L’exigence croissante de prise en compte de l’environnement dans l’ensemble des activités humaines, au premier rang desquelles les activités de production, fait l’objet depuis plusieurs années d’une construction en tant que problématique transnationale, et présente au moins en théorie un caractère consensuel. Dans le domaine qui nous préoccupe, celui de l’emploi, la dimension environnementale se traduit a priori par une double tendance : d’une part l’émergence de nouveaux segments d’emplois directement liés à l’environnement (emplois verts tels que ceux du tri des déchets) ; d’autre part la recomposition d’emplois existants afin de prendre en compte les exigences environnementales dans le déroulement de l’activité (emplois « verdissants », par exemple dans le domaine de l’éco-construction). L’hypothèse centrale est que les transformations de l’emploi liées à la transition écologique sont porteuses d’un renouvellement de certains domaines de compétences et que celles-ci, non encore stabilisées, peuvent être sources d’opportunités pour les individus ciblés par le Plan d’Investissement dans les Compétences. Cette hypothèse est étayée à la fois par des travaux de recherche antérieurs et par l’existence au sein d’un certain nombre de secteurs de démarches prospectives visant à identifier lesdites compétences liées à l’environnement.
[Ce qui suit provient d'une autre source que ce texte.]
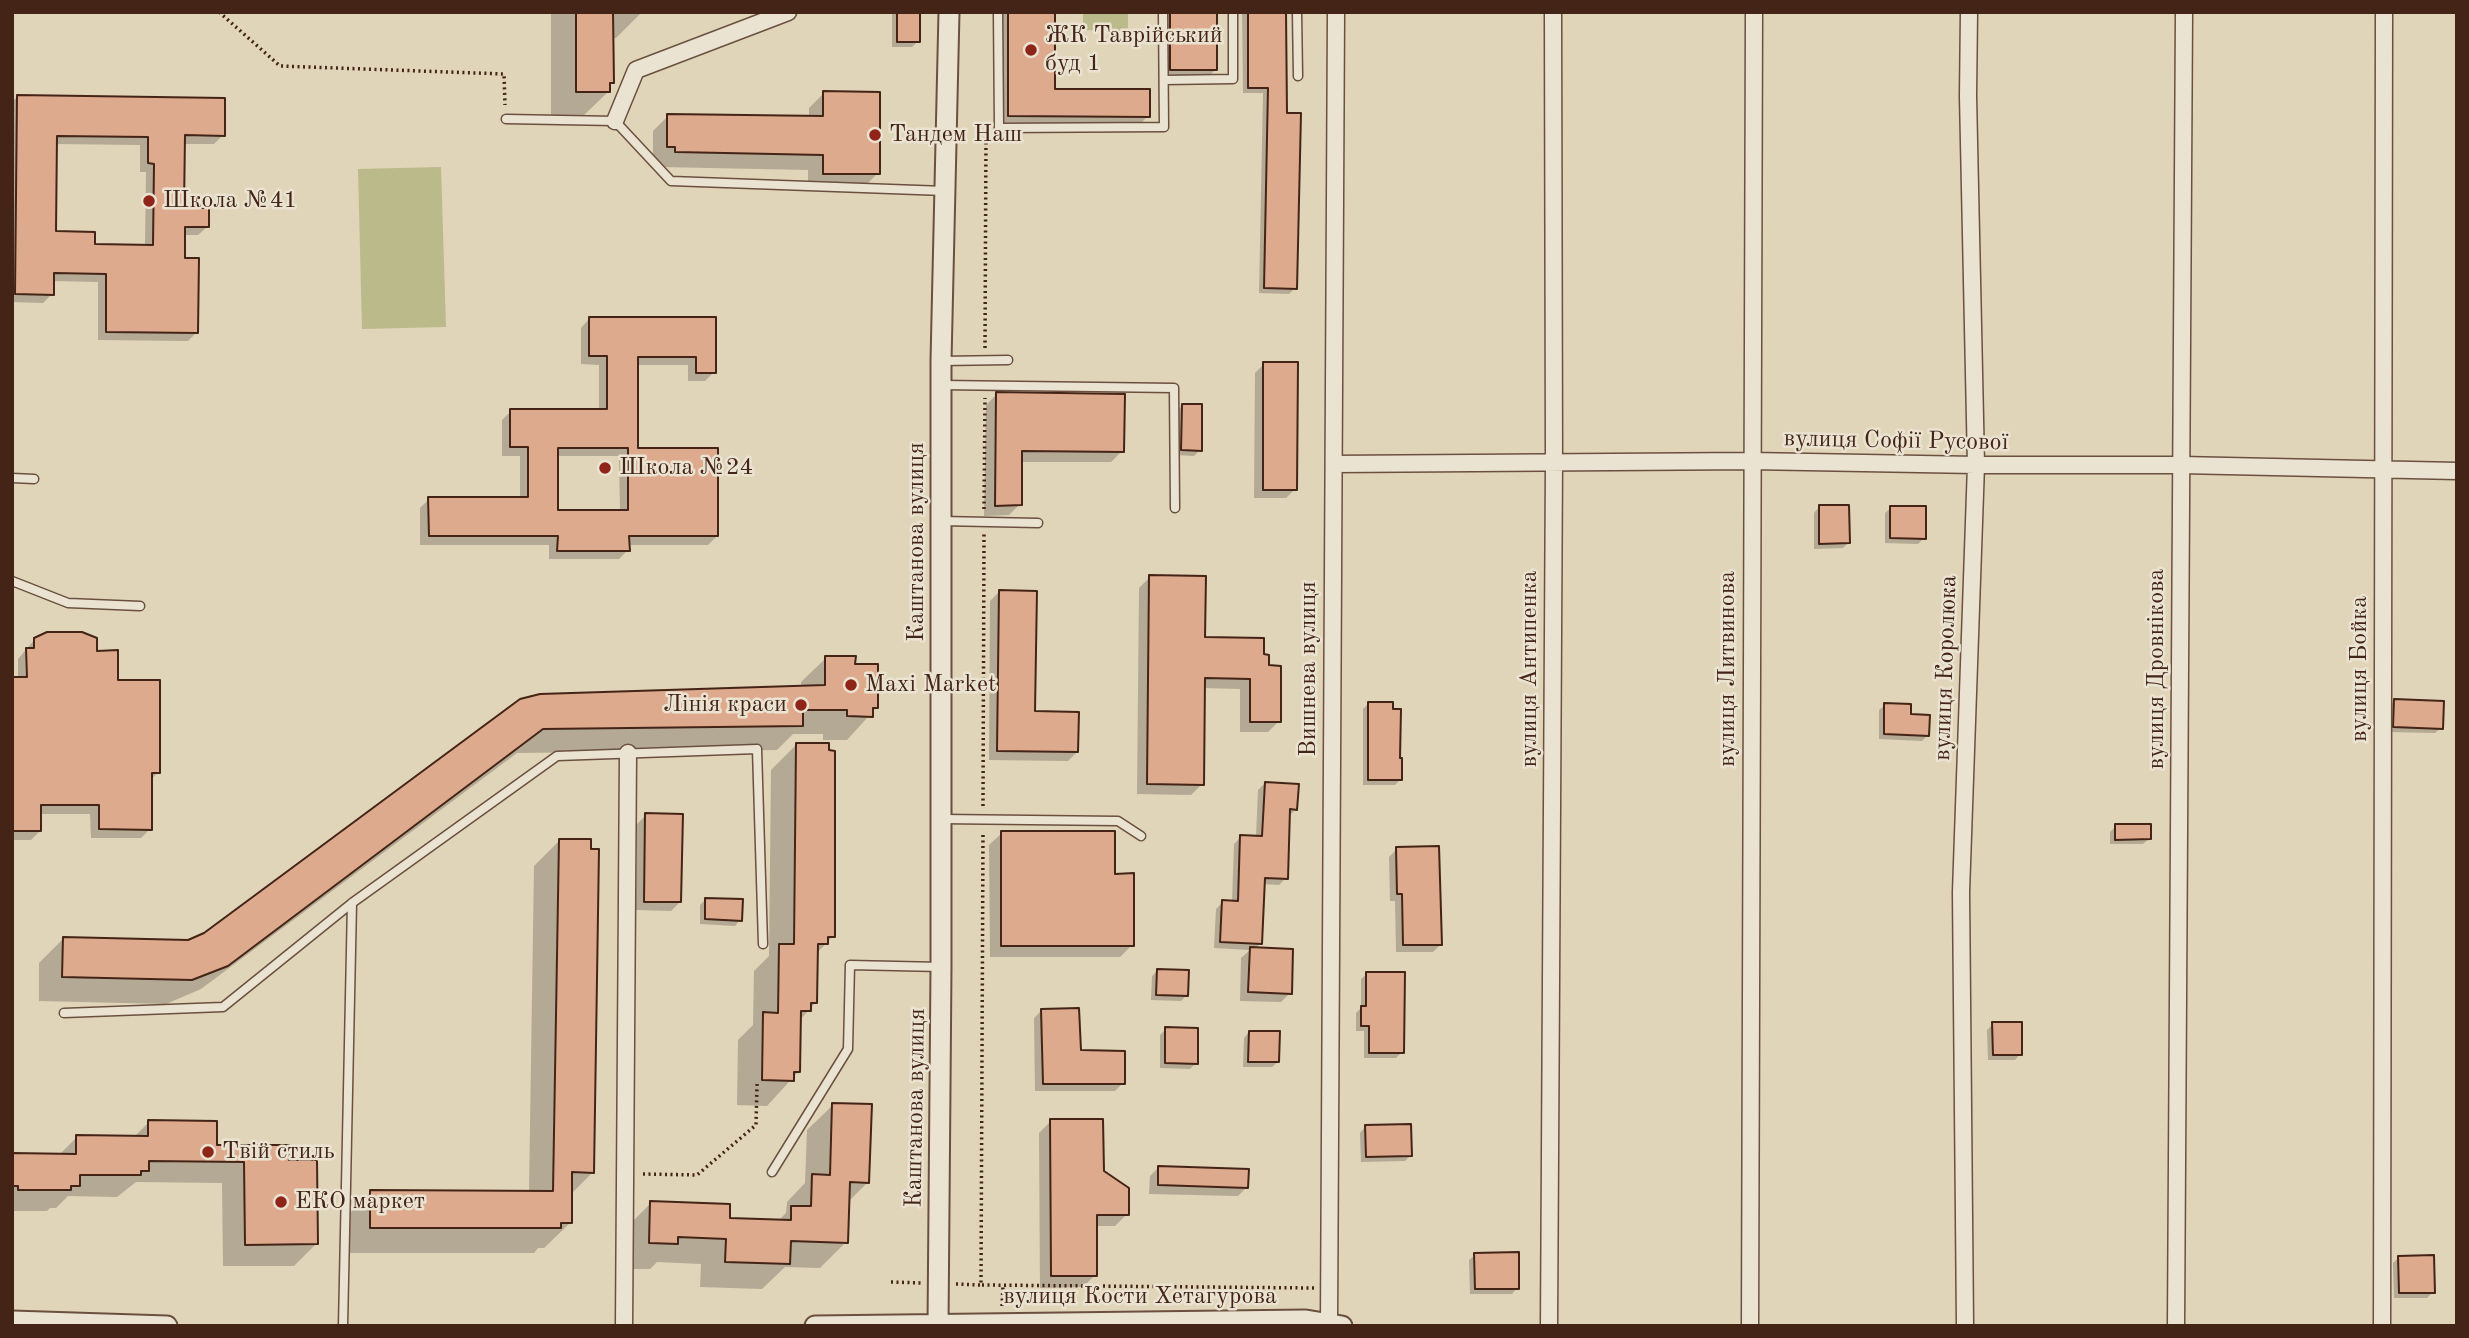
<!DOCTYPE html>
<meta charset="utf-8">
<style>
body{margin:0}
#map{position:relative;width:2469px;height:1338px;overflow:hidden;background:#e0d4b9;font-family:"Old Standard TT",serif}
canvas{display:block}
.frame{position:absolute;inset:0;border:14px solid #442416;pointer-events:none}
</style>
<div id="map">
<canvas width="2469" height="1338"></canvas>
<div class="frame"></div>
</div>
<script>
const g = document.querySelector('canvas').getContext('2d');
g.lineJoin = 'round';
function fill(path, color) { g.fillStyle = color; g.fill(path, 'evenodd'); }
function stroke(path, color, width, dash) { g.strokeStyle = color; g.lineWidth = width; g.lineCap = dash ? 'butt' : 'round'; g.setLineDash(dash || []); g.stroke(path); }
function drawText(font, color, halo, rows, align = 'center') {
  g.font = font + ' "Old Standard TT",serif'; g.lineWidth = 5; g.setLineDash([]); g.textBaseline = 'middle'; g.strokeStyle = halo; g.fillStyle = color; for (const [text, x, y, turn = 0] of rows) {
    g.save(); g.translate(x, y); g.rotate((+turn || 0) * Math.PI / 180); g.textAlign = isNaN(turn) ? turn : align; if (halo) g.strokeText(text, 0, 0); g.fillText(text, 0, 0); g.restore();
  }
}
const green = new Path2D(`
 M1083,12h45v19l-45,-1z
 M441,167l5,160 -84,2 -4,-160z`);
const shadow = new Path2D(`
 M551,12h132l-43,2 -24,24h-5l1,44 -4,5v5l-26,25h-31z
 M892,12h26v29l-6,6h-20z
 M997,12h56v78l95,26 -12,12 -140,-1z
 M1159,12h56v58l-12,12h-44z
 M1242,12h43l1,103 9,173 -6,6 -30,-1 4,-200h-20z
 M824,93l54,80 -15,15h-55v-18l-148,-3v-5l-7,-1v-30l15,-15 141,1v-9z
 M17,97l206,38 -9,9h-31l-1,66 25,17 -9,8h-15v25l14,72 -9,9 -90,-1v-58l-46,-1v13l-9,9 -31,-1v-200zM55,144l85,1v27h6l-1,74 -52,-1 -39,-12z
 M589,319h125v53l-9,9h-17v-16h-52l1,85 80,86 -9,9h-80v5l-9,9h-70v-14h-129v-37l9,-9h91v-43h-18v-36l9,-9h88v-46l-18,-1v-36zM557,456h62l1,55 -63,1z
 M1264,364l31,125 -9,9h-32l1,-125z
 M997,394l125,57 -11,11h-90l-1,42 -11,11 -25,1 2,-111z
 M1182,406l18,44 -6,6 -18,-1 1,-44z
 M1819,507l29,36 -5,5 -29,1v-36z
 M1891,508l33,30 -6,6 -33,-1v-30z
 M1150,577l54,62 59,16 16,66 -11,11h-28v-43l-37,-1 -1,96 -11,11 -54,-1 2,-206z
 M999,592l35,121 43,39 -9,9 -79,-1 1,-159z
 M35,639l81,43 42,90 -8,9v48l-9,9h-50l-1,-24h-50v17l-9,9h-19v-161h6v-20z
 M826,658l28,8 22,42 -29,32h-24v-6h-30l-16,16 -260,3 -316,236 -35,15 -127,-3v-38l24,-24 125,2 17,-6 316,-234 280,-14v-5z
 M2395,701l46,27 -6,5 -46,-1v-26z
 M1369,703l31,77 -5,5h-32v-76z
 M1885,705l24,11 19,19 -6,6 -43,-2v-29z
 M797,744l36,192 -17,18v48l-17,19 -1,51 -31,34 -30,-1 1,-65 15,-15 1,-54 15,-15 2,-186z
 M1265,783l31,26 -8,8 -2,61 -7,7 -16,-1 -2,59 -7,6 36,44 -9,9 -41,-1 1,-43 9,-8 -36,-2 2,-39 7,-7h9l2,-58 7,-7h15l2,-47z
 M646,815l34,87 -9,9 -35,-1 1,-86z
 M2116,826l33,13 -6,5h-33v-12z
 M1002,833l111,42 19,70 -12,12h-130l-1,-112z
 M559,841l34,331 -23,23v28l-26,25h-6l-4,5h-189v-35l26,-26h158l5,-326z
 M1397,849l44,95 -8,8h-37l-1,-51h-5l-1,-44z
 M706,899l34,21 -5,6 -35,-2v-19z
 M1158,970l29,25 -6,6 -30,-1 1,-24z
 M1367,974l35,78 -6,6h-32v-27h-8v-18l5,-5v-29z
 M1042,1010l37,42 44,31 -8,8h-80l-1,-73z
 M1993,1024l27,30 -5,6h-27l-1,-30z
 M1166,1029l30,34 -6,6 -30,-1v-33z
 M1249,1032l29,30 -6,5h-29l1,-29z
 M833,1105l35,77 -21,21 -1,39 -26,26 -35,-1 -23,22 -62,-2 1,-23 -44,-2 -7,7h-26l1,-40 26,-26 77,17 50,1 8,-8 1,-11 18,-19 2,-53z
 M1051,1121l51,51 25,42 -12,12h-20v49l-12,12 -43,1 -1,-155z
 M149,1122l67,25 71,15 29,82 -22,22h-71l-1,-83 -86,-1 -19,15 -49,-1 -12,12h-6l-3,3h-35v-56h47l18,-18 56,1z
 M1365,1127l46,28 -6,6 -44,1 -1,-29z
 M1159,1167l88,20 -9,9 -89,-2 1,-18z
 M1475,1255l42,33 -5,6h-42l-1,-34z
 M2399,1257l34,35 -6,6h-33l-1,-35z`);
const building = new Path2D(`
 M576,12h37l1,71h-4v9h-34z
 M897,12h23v30h-23z
 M1008,12h47v77h95v28l-142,-1z
 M1170,12h47v58h-47z
 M1248,12h38l1,101h14l-4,176 -33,-1 4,-200h-20z
 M823,91l57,1v82h-57v-19l-148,-3v-5h-8v-33l156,2z
 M17,95l208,3v38l-40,-1 -1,73h25v19h-24v31h14l-1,75 -92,-1v-58l-52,-1v22l-39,-1zM57,136l91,1v26l6,1 -1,81 -58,-1v-12l-39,-1z
 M589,317h127v56h-20v-16h-58v91h80v88h-89l1,15h-73l1,-15h-129l-1,-39h100v-50h-18v-38h97v-53h-18zM558,448h70v62h-70z
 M1263,362h35l-1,128h-34z
 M996,392l129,2 -1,58 -102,-1v54l-27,1z
 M1182,404h20v47l-21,-1z
 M1819,505h30l1,38 -31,1z
 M1890,506h36v33l-36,-1z
 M1149,575l57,1 -1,61 59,1v16l5,1v10l12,1v56h-31v-43l-45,-1 -1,107 -57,-1z
 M999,590l38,1 -2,120 44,1 -1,40 -81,-1z
 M47,632h35l15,6v13l21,-1v30h42v93h-8v57l-53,-1v-24h-58v26h-29v-154h15l-1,-29h8v-10z
 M825,656h31l-1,8h23v44h-5v9l-26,-1v-6h-44v16l-260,3 -315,237 -36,14 -130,-3 1,-40 125,3 16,-7 316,-234 20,-5 285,-9z
 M2394,699l50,2 -1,28 -50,-2z
 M1368,702h25v7h8l-1,49h2v22h-34z
 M1884,703l27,1v10l19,1 -1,21 -45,-2z
 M796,743h33v7l6,1v186h-7v7h-10l-1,59h-6v8h-10l-1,61h-6v9l-32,-1 1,-68 15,1 1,-69h15z
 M1265,782l34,2 -2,26 -7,-1 -2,70 -23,-1 -3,66 -42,-2 2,-42 16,1 2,-66 22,1z
 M645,813l38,1 -2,88h-37z
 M2115,824h36v15l-36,1z
 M1001,831h114v43l19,-1v73h-133z
 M559,839h32v10h8l-5,324 -22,-1v51h-11v5h-191v-38l183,1z
 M1439,846l3,99h-39l-1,-51h-5l-1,-47z
 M705,898l38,1 -1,22 -37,-2z
 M1250,947l43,2 -1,45 -44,-2z
 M1157,969l32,1 -1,26 -32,-1z
 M1366,972h39l-1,81h-35v-27h-8v-20h5z
 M1079,1008l2,42 44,1v33h-82l-2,-75z
 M1992,1022h30v33h-29z
 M1165,1027l33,1v36l-33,-1z
 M1249,1031h31l-1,31h-31z
 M832,1103l40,1 -3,79 -19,-1 -2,61 -57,-2 -1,23 -65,-2 1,-23 -48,-2v7l-29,-1 1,-42 80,3v14l61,2v-14h20l1,-32 18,1z
 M1050,1119h53l1,52 25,17v27h-32v61h-46z
 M148,1120l69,1v24h72v15h28l1,84 -73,1 -1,-83 -95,-1v10h-8v4h-61v11h-9v4h-53v-4h-6v-33l64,1v-19l72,1z
 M1411,1124l1,32 -46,1 -1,-32z
 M1158,1166l91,3 -1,19 -90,-3z
 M1519,1252v37h-44l-1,-36z
 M2434,1255l1,38h-36l-1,-37z`);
const path = new Path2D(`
 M219,12l61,54 224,8 1,31
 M985,348l1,-216
 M984,509l1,-111
 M983,806l1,-272
 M643,1174l54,1 59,-50 1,-41
 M891,1282l30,1
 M956,1284l25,1 2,-453
 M982,1285l332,3
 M1002,1306l1,-20`);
const service = new Path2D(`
 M998,12l1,116 165,-1 -1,-115
 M1297,12l1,64
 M1164,80l69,-1v-67
 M506,119l109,2 56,60 274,10
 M941,361l67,-1
 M941,385l233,3 1,120
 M12,478l22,1
 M941,521l97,2
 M12,581l56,22 72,3
 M941,819l177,2 23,15
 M64,1013l159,-6 129,-104 205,-147 200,-7 6,195
 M772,1172l76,-123 2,-84 91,2
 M343,1326l9,-423`);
const minor = new Path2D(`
 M615,121l21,-51 152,-58
 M1334,464l417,-3 225,4h205l276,6
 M1329,1322l7,-1310
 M624,1326l4,-573
 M1549,1326l5,-865 -1,-449
 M1750,1326l4,-1314
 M1965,1326l-4,-434 15,-427 -8,-369 1,-84
 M2176,1326l8,-1314
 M2382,1326l2,-1314`);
const tertiary = new Path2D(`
 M12,1321l155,5
 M815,1326l491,-6 36,6
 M938,1326l3,-359v-606l8,-349`);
const markers = [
 [1031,50,7,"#8f2418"],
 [875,135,7,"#8f2418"],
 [149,201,7,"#8f2418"],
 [605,468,7,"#8f2418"],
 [851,685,7,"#8f2418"],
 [801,705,7,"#8f2418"],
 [208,1152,7,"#8f2418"],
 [281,1202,7,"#8f2418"]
];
const poiNames = [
 ["ЖК Таврійський",1045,36],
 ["буд 1",1045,64],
 ["Тандем Наш",889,135],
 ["Школа №41",163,201],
 ["Школа №24",619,468],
 ["Maxi Market",865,685],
 ["Лінія краси",787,705,"right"],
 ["Твій стиль",222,1152],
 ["ЕКО маркет",295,1202]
];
const streetNames = [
 ["вулиця Софії Русової",1896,441,1],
 ["Каштанова вулиця",917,542,-90],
 ["вулиця Королюка",1946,668,-88],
 ["Вишнева вулиця",1309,669,-90],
 ["вулиця Антипенка",1530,669,-90],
 ["вулиця Литвинова",1728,669,-90],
 ["вулиця Дровнікова",2157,669,-90],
 ["вулиця Бойка",2360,669,-90],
 ["Каштанова вулиця",916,1108,-89],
 ["вулиця Кости Хетагурова",1140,1297]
];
fill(green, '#bbba8a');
fill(shadow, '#0003');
fill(building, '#deaa8e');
stroke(building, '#442416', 2);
stroke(service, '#6b503f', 11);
stroke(minor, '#6b503f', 19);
stroke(tertiary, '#6b503f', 23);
stroke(path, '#442416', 3.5, [2, 3.5]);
stroke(service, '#ebe3d2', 8);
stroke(minor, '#ebe3d2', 16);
stroke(tertiary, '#ebe3d2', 19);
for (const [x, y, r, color] of markers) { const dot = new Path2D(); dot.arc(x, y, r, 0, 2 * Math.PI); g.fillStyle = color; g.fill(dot); stroke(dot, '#ebe3d2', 2.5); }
drawText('24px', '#442416', '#ebe3d2', poiNames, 'left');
drawText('24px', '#442416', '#ebe3d2', streetNames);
</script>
L’hypothèse secondaire est que cette émergence de compétences (nouvelles ou en recomposition) va susciter des questionnements quant à leur repérage, leur acquisition, leur développement, leur validation et leur reconnaissance, qui vont s’imposer à des acteurs de différents niveaux (organisation productive, gestionnaires des ressources humaines, acteurs de branche). Ces questionnements devraient à nos yeux susciter des réflexions comparables à celles des années 90-2000 lorsque, dans un contexte européen marqué par des mutations globales du travail et de l’emploi, s’est imposée la question de la mesure des compétences, préalable à celles de leur instrumentation de gestion. Par rapport à cette période pionnière, la notion de compétence est aujourd’hui nettement mieux balisée, de sorte que nous pouvons avancer que les compétences à identifier n’existent pas en tant que telles mais s’inscrivent dans des parcours et des métiers, se développent dans les activités de travail, et s’objectivent dans des outils de gestion des ressources humaines qui traduisent des compromis relatifs à leur définition. Ce sont ces trois objets complémentaires que nous allons investiguer.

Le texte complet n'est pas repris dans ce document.